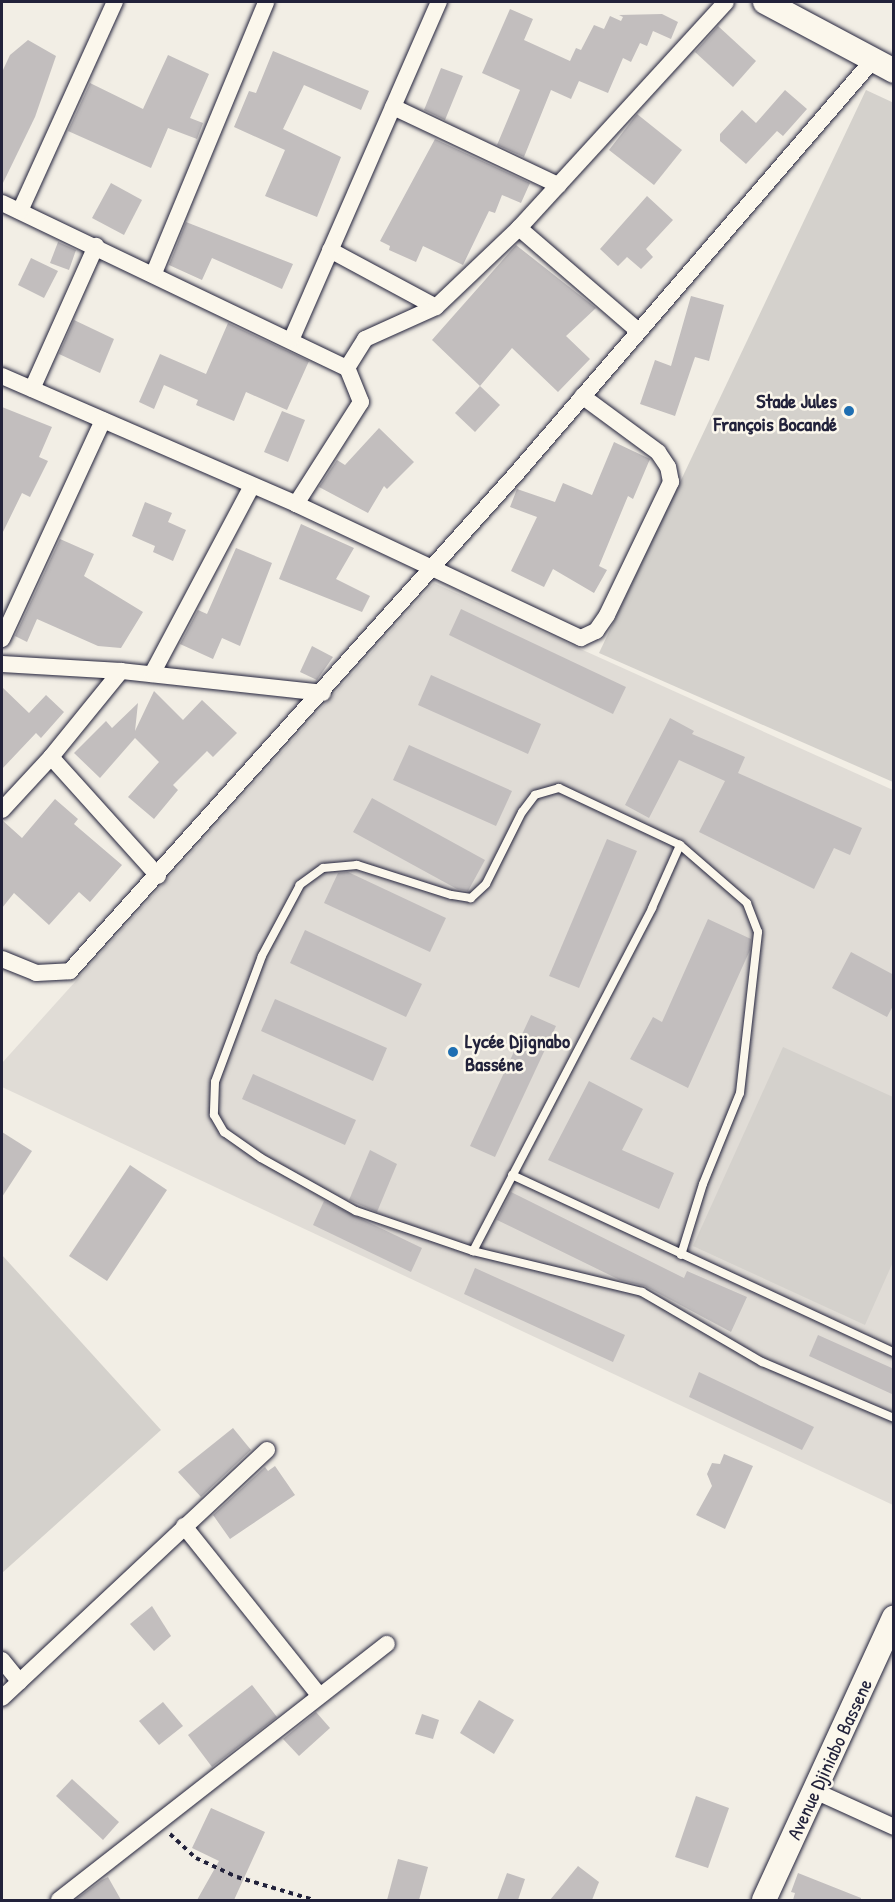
<!DOCTYPE html>
<meta charset="utf-8">
<style>
body{margin:0}
#map{position:relative;width:895px;height:1902px;overflow:hidden;background:#f2eee5;font-family:"Patrick Hand",sans-serif}
div>[style]{position:absolute}
[style*='--x']{left:calc(var(--x)*1px);top:calc(var(--y)*1px);width:calc(var(--w)*1px);rotate:calc(var(--a)*1deg)}
.built>*{inset:0;background:#e0dcd6}
.green>*{inset:0;background:#d4d1cc}
.building>*{inset:0;background:#c2bebe}
.path>*{height:4px;margin-top:-2px;transform-origin:0;background:repeating-linear-gradient(90deg,#22223b 0 4.5px,transparent 0 9px)}
.roads{filter:drop-shadow(0 0 2px #22223b) drop-shadow(0 0 2px #22223b)}
.service>*{height:8px;margin:-4px;padding:0 4px;transform-origin:4px;border-radius:4px;background:#fbf7ec}
.minor>*{height:16px;margin:-8px;padding:0 8px;transform-origin:8px;border-radius:8px;background:#fbf7ec}
.secondary>*{height:24px;margin:-12px;padding:0 12px;transform-origin:12px;border-radius:12px;background:#fbf7ec}
.dots>*{width:16px;height:16px;translate:-50% -50%;box-sizing:border-box;border:3px solid #fbf7ec;border-radius:50%}
span{translate:-50% -50%;white-space:nowrap;text-align:center;line-height:1.15;-webkit-text-stroke:5px #fbf7ec;paint-order:stroke}
.poi-label{font-size:20px;color:#22223b;font-weight:700}
.right{translate:-100% -50%;text-align:right}
.left{translate:0 -50%;text-align:left}
.street-label{font-size:20px;color:#22223b}
.frame{position:absolute;inset:0;border:3px solid #22223b;pointer-events:none}
</style>
<div id="map">
<div class="built">
<i style="clip-path:polygon(434px 583px,893px 790px,893px 1505px,2px 1087px,2px 1063px)"></i>
</div>
<div class="green">
<i style="clip-path:polygon(866px 90px,894px 103px,893px 782px,599px 653px)"></i>
<i style="clip-path:polygon(783px 1047px,893px 1097px,893px 1262px,865px 1325px,693px 1246px)"></i>
<i style="clip-path:polygon(2px 1255px,161px 1430px,2px 1573px)"></i>
</div>
<div class="building">
<i style="clip-path:polygon(510px 9px,533px 19px,524px 40px,570px 61px,576px 48px,581px 50px,594px 25px,604px 29px,610px 16px,621px 21px,623px 17px,619px 15px,662px 14px,678px 22px,671px 39px,653px 31px,647px 46px,640px 43px,631px 62px,623px 58px,608px 93px,579px 81px,571px 99px,551px 90px,524px 157px,497px 145px,520px 90px,482px 73px)"></i>
<i style="clip-path:polygon(718px 26px,756px 61px,733px 87px,695px 52px)"></i>
<i style="clip-path:polygon(28px 40px,56px 56px,35px 117px,2px 185px,2px 72px,10px 55px)"></i>
<i style="clip-path:polygon(273px 51px,369px 91px,361px 110px,304px 85px,283px 129px,341px 157px,317px 217px,265px 196px,285px 150px,234px 127px,249px 91px,256px 93px)"></i>
<i style="clip-path:polygon(168px 55px,209px 74px,190px 118px,203px 123px,197px 139px,168px 128px,151px 168px,68px 131px,90px 83px,143px 109px)"></i>
<i style="clip-path:polygon(441px 68px,463px 76px,445px 120px,424px 110px)"></i>
<i style="clip-path:polygon(785px 90px,807px 109px,783px 136px,777px 131px,746px 164px,720px 141px,720px 134px,742px 110px,756px 123px)"></i>
<i style="clip-path:polygon(637px 114px,682px 150px,654px 185px,609px 150px)"></i>
<i style="clip-path:polygon(435px 139px,530px 183px,521px 203px,502px 195px,495px 213px,489px 211px,463px 265px,423px 246px,416px 262px,389px 250px,390px 246px,380px 241px)"></i>
<i style="clip-path:polygon(111px 183px,142px 200px,124px 235px,92px 218px)"></i>
<i style="clip-path:polygon(647px 196px,673px 220px,646px 249px,653px 257px,641px 269px,627px 257px,618px 266px,600px 249px)"></i>
<i style="clip-path:polygon(186px 222px,293px 264px,282px 289px,212px 258px,202px 280px,169px 265px)"></i>
<i style="clip-path:polygon(58px 242px,76px 250px,69px 270px,50px 263px)"></i>
<i style="clip-path:polygon(516px 245px,596px 308px,566px 336px,590px 359px,558px 392px,512px 348px,480px 386px,432px 340px)"></i>
<i style="clip-path:polygon(31px 258px,58px 271px,44px 298px,18px 285px)"></i>
<i style="clip-path:polygon(691px 296px,724px 305px,709px 361px,695px 357px,675px 416px,640px 404px,655px 360px,671px 366px)"></i>
<i style="clip-path:polygon(74px 320px,114px 339px,100px 373px,59px 354px)"></i>
<i style="clip-path:polygon(228px 323px,309px 361px,287px 410px,246px 392px,234px 421px,196px 405px,198px 400px,164px 385px,154px 409px,139px 402px,160px 354px,206px 374px)"></i>
<i style="clip-path:polygon(480px 386px,500px 405px,475px 432px,455px 413px)"></i>
<i style="clip-path:polygon(2px 407px,52px 427px,39px 457px,48px 461px,30px 497px,22px 493px,2px 534px)"></i>
<i style="clip-path:polygon(282px 411px,305px 420px,288px 462px,264px 452px)"></i>
<i style="clip-path:polygon(379px 428px,414px 462px,387px 489px,384px 486px,368px 513px,319px 487px,337px 460px,345px 465px)"></i>
<i style="clip-path:polygon(614px 442px,650px 459px,633px 499px,628px 496px,599px 566px,607px 570px,594px 593px,553px 569px,544px 587px,511px 571px,537px 517px,510px 507px,517px 489px,555px 502px,563px 483px,592px 495px)"></i>
<i style="clip-path:polygon(145px 502px,172px 513px,168px 522px,186px 530px,173px 561px,153px 552px,155px 546px,132px 536px)"></i>
<i style="clip-path:polygon(301px 524px,354px 548px,336px 579px,370px 596px,362px 612px,279px 579px)"></i>
<i style="clip-path:polygon(60px 539px,94px 554px,84px 576px,143px 612px,121px 648px,98px 646px,37px 619px,27px 642px,15px 636px)"></i>
<i style="clip-path:polygon(236px 548px,272px 563px,240px 646px,222px 638px,213px 659px,180px 644px,198px 610px,207px 614px)"></i>
<i style="clip-path:polygon(461px 609px,626px 687px,613px 714px,449px 635px)"></i>
<i style="clip-path:polygon(312px 646px,333px 657px,317px 680px,300px 672px)"></i>
<i style="clip-path:polygon(431px 675px,541px 724px,528px 754px,418px 705px)"></i>
<i style="clip-path:polygon(2px 687px,29px 713px,46px 695px,64px 712px,41px 738px,36px 733px,2px 769px)"></i>
<i style="clip-path:polygon(154px 691px,183px 720px,202px 700px,237px 733px,213px 757px,207px 751px,173px 785px,178px 790px,154px 819px,128px 797px,159px 762px,135px 738px,100px 778px,74px 753px,106px 721px,112px 728px,138px 703px,135px 731px)"></i>
<i style="clip-path:polygon(670px 718px,694px 731px,692px 734px,745px 757px,738px 773px,862px 828px,850px 855px,834px 848px,814px 889px,699px 832px,725px 781px,679px 760px,649px 818px,625px 805px)"></i>
<i style="clip-path:polygon(409px 745px,512px 791px,496px 826px,393px 780px)"></i>
<i style="clip-path:polygon(372px 798px,485px 860px,468px 891px,457px 889px,353px 832px)"></i>
<i style="clip-path:polygon(55px 799px,78px 819px,74px 824px,122px 865px,90px 902px,79px 892px,49px 925px,14px 893px,2px 908px,2px 820px,22px 838px)"></i>
<i style="clip-path:polygon(607px 839px,637px 851px,579px 988px,549px 976px)"></i>
<i style="clip-path:polygon(348px 872px,446px 918px,430px 952px,324px 903px,338px 873px)"></i>
<i style="clip-path:polygon(708px 919px,751px 939px,750px 950px,688px 1088px,630px 1059px,653px 1017px,662px 1022px)"></i>
<i style="clip-path:polygon(305px 930px,422px 984px,406px 1017px,290px 963px)"></i>
<i style="clip-path:polygon(851px 952px,894px 975px,894px 1004px,887px 1017px,832px 988px)"></i>
<i style="clip-path:polygon(275px 999px,387px 1048px,373px 1081px,261px 1031px)"></i>
<i style="clip-path:polygon(531px 1015px,556px 1026px,495px 1157px,470px 1146px)"></i>
<i style="clip-path:polygon(253px 1074px,356px 1120px,345px 1145px,242px 1099px)"></i>
<i style="clip-path:polygon(589px 1081px,643px 1109px,622px 1150px,674px 1173px,659px 1209px,548px 1160px)"></i>
<i style="clip-path:polygon(2px 1132px,32px 1151px,2px 1197px)"></i>
<i style="clip-path:polygon(370px 1150px,397px 1164px,377px 1212px,349px 1200px)"></i>
<i style="clip-path:polygon(130px 1165px,167px 1190px,107px 1281px,69px 1256px)"></i>
<i style="clip-path:polygon(511px 1192px,684px 1278px,687px 1271px,747px 1297px,731px 1332px,645px 1286px,620px 1280px,497px 1220px)"></i>
<i style="clip-path:polygon(324px 1201px,422px 1248px,411px 1272px,313px 1225px)"></i>
<i style="clip-path:polygon(475px 1268px,625px 1335px,613px 1362px,464px 1294px)"></i>
<i style="clip-path:polygon(818px 1335px,894px 1369px,894px 1395px,809px 1356px)"></i>
<i style="clip-path:polygon(699px 1372px,814px 1427px,802px 1450px,689px 1397px)"></i>
<i style="clip-path:polygon(233px 1428px,251px 1450px,201px 1497px,178px 1472px)"></i>
<i style="clip-path:polygon(724px 1454px,753px 1466px,725px 1529px,696px 1515px,712px 1486px,707px 1474px,712px 1463px,720px 1464px)"></i>
<i style="clip-path:polygon(275px 1466px,295px 1495px,230px 1539px,213px 1515px,265px 1467px,268px 1471px)"></i>
<i style="clip-path:polygon(152px 1606px,171px 1636px,154px 1651px,130px 1624px)"></i>
<i style="clip-path:polygon(252px 1685px,277px 1717px,212px 1767px,188px 1735px)"></i>
<i style="clip-path:polygon(479px 1700px,514px 1720px,494px 1754px,460px 1733px)"></i>
<i style="clip-path:polygon(163px 1702px,183px 1726px,159px 1745px,139px 1721px)"></i>
<i style="clip-path:polygon(316px 1712px,330px 1728px,299px 1756px,283px 1739px)"></i>
<i style="clip-path:polygon(422px 1714px,439px 1720px,433px 1739px,415px 1734px)"></i>
<i style="clip-path:polygon(72px 1779px,119px 1822px,103px 1840px,56px 1796px)"></i>
<i style="clip-path:polygon(696px 1796px,729px 1808px,708px 1868px,675px 1857px)"></i>
<i style="clip-path:polygon(211px 1808px,265px 1832px,234px 1900px,197px 1900px,219px 1861px,192px 1848px)"></i>
<i style="clip-path:polygon(398px 1859px,428px 1867px,419px 1900px,387px 1900px)"></i>
<i style="clip-path:polygon(578px 1866px,599px 1882px,592px 1900px,550px 1900px)"></i>
<i style="clip-path:polygon(507px 1873px,525px 1879px,518px 1900px,497px 1900px)"></i>
<i style="clip-path:polygon(798px 1873px,861px 1898px,861px 1900px,793px 1900px,795px 1893px,791px 1892px)"></i>
<i style="clip-path:polygon(108px 1877px,121px 1900px,75px 1900px,102px 1880px)"></i>
</div>
<div class="path">
<i style="--x:170;--y:1834;--w:35;--a:43"></i>
<i style="--x:196;--y:1858;--w:45;--a:24.9"></i>
<i style="--x:237;--y:1877;--w:80;--a:16.6"></i>
</div>
<div class="roads">
<div class="service">
<i style="--x:512;--y:1175;--w:421;--a:24.9"></i>
<i style="--x:473;--y:1251;--w:387;--a:-62.4"></i>
<i style="--x:652;--y:908;--w:69;--a:-66"></i>
<i style="--x:681;--y:1255;--w:74;--a:-72.8"></i>
<i style="--x:703;--y:1184;--w:98;--a:-67.9"></i>
<i style="--x:740;--y:1093;--w:162;--a:-83.6"></i>
<i style="--x:758;--y:932;--w:31;--a:-111"></i>
<i style="--x:747;--y:903;--w:89;--a:-139.1"></i>
<i style="--x:680;--y:845;--w:134;--a:-154.8"></i>
<i style="--x:559;--y:788;--w:25;--a:164"></i>
<i style="--x:535;--y:795;--w:21;--a:127"></i>
<i style="--x:522;--y:812;--w:80;--a:116.6"></i>
<i style="--x:486;--y:884;--w:21;--a:137"></i>
<i style="--x:471;--y:898;--w:20;--a:-171"></i>
<i style="--x:451;--y:895;--w:99;--a:-162.3"></i>
<i style="--x:357;--y:865;--w:34;--a:175"></i>
<i style="--x:323;--y:868;--w:29;--a:144"></i>
<i style="--x:300;--y:885;--w:81;--a:118.2"></i>
<i style="--x:262;--y:956;--w:134;--a:110.5"></i>
<i style="--x:215;--y:1082;--w:33;--a:92"></i>
<i style="--x:214;--y:1115;--w:20;--a:60"></i>
<i style="--x:224;--y:1132;--w:45;--a:35.1"></i>
<i style="--x:261;--y:1158;--w:109;--a:29.2"></i>
<i style="--x:356;--y:1211;--w:124;--a:18.9"></i>
<i style="--x:473;--y:1251;--w:174;--a:13.6"></i>
<i style="--x:642;--y:1292;--w:139;--a:30.3"></i>
<i style="--x:762;--y:1362;--w:143;--a:23"></i>
</div>
<div class="minor">
<i style="--x:393;--y:107;--w:183;--a:25.3"></i>
<i style="--x:2;--y:203;--w:382;--a:25.6"></i>
<i style="--x:20;--y:211;--w:230;--a:-65.6"></i>
<i style="--x:519;--y:228;--w:156;--a:40.8"></i>
<i style="--x:330;--y:250;--w:120;--a:28.3"></i>
<i style="--x:154;--y:273;--w:293;--a:-67.5"></i>
<i style="--x:292;--y:338;--w:367;--a:-66.4"></i>
<i style="--x:2;--y:376;--w:321;--a:23.5"></i>
<i style="--x:296;--y:504;--w:315;--a:25.2"></i>
<i style="--x:581;--y:638;--w:17;--a:-25"></i>
<i style="--x:596;--y:631;--w:19;--a:-55"></i>
<i style="--x:607;--y:615;--w:148;--a:-64.3"></i>
<i style="--x:671;--y:482;--w:15;--a:-101"></i>
<i style="--x:668;--y:467;--w:18;--a:-124"></i>
<i style="--x:658;--y:452;--w:94;--a:-143.6"></i>
<i style="--x:32;--y:389;--w:157;--a:-65.9"></i>
<i style="--x:296;--y:504;--w:121;--a:-57.5"></i>
<i style="--x:361;--y:402;--w:37;--a:-112"></i>
<i style="--x:347;--y:368;--w:34;--a:-58"></i>
<i style="--x:365;--y:339;--w:78;--a:-24.3"></i>
<i style="--x:436;--y:307;--w:115;--a:-43.6"></i>
<i style="--x:519;--y:228;--w:306;--a:-47.5"></i>
<i style="--x:2;--y:639;--w:241;--a:-65.2"></i>
<i style="--x:2;--y:664;--w:119;--a:3.4"></i>
<i style="--x:121;--y:671;--w:203;--a:6.2"></i>
<i style="--x:152;--y:674;--w:213;--a:-62"></i>
<i style="--x:51;--y:757;--w:160;--a:48"></i>
<i style="--x:2;--y:810;--w:72;--a:-47.2"></i>
<i style="--x:51;--y:757;--w:111;--a:-50.9"></i>
<i style="--x:2;--y:959;--w:37;--a:22"></i>
<i style="--x:36;--y:973;--w:34;--a:-3"></i>
<i style="--x:70;--y:971;--w:668;--a:-48.1"></i>
<i style="--x:516;--y:474;--w:547;--a:-49.23"></i>
<i style="--x:184;--y:1526;--w:216;--a:51.4"></i>
<i style="--x:2;--y:1660;--w:28;--a:51"></i>
<i style="--x:2;--y:1698;--w:363;--a:-43.1"></i>
<i style="--x:815;--y:1791;--w:87;--a:24.5"></i>
<i style="--x:59;--y:1900;--w:416;--a:-38"></i>
</div>
<div class="secondary">
<i style="--x:765;--y:2;--w:146;--a:28.1"></i>
<i style="--x:764;--y:1900;--w:311;--a:-65.3"></i>
</div>
</div>
<div class="dots">
<i style="left:849px;top:411px;background:#1f6fb2"></i>
<i style="left:453px;top:1052px;background:#1f6fb2"></i>
</div>
<div class="poi-label">
<span class="right" style="left:837px;top:412px">Stade Jules<br>François Bocandé</span>
<span class="left" style="left:465px;top:1052px">Lycée Djignabo<br>Basséne</span>
</div>
<div class="street-label">
<span style="left:829px;top:1759px;rotate:-65deg">Avenue Djiniabo Bassene</span>
</div>
<div class="frame"></div>
</div>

= = = = = = =

● **Problem to work on**:
Exactly how many lines of the records hold "font"? Give the number without any words.

● **Task result**:
3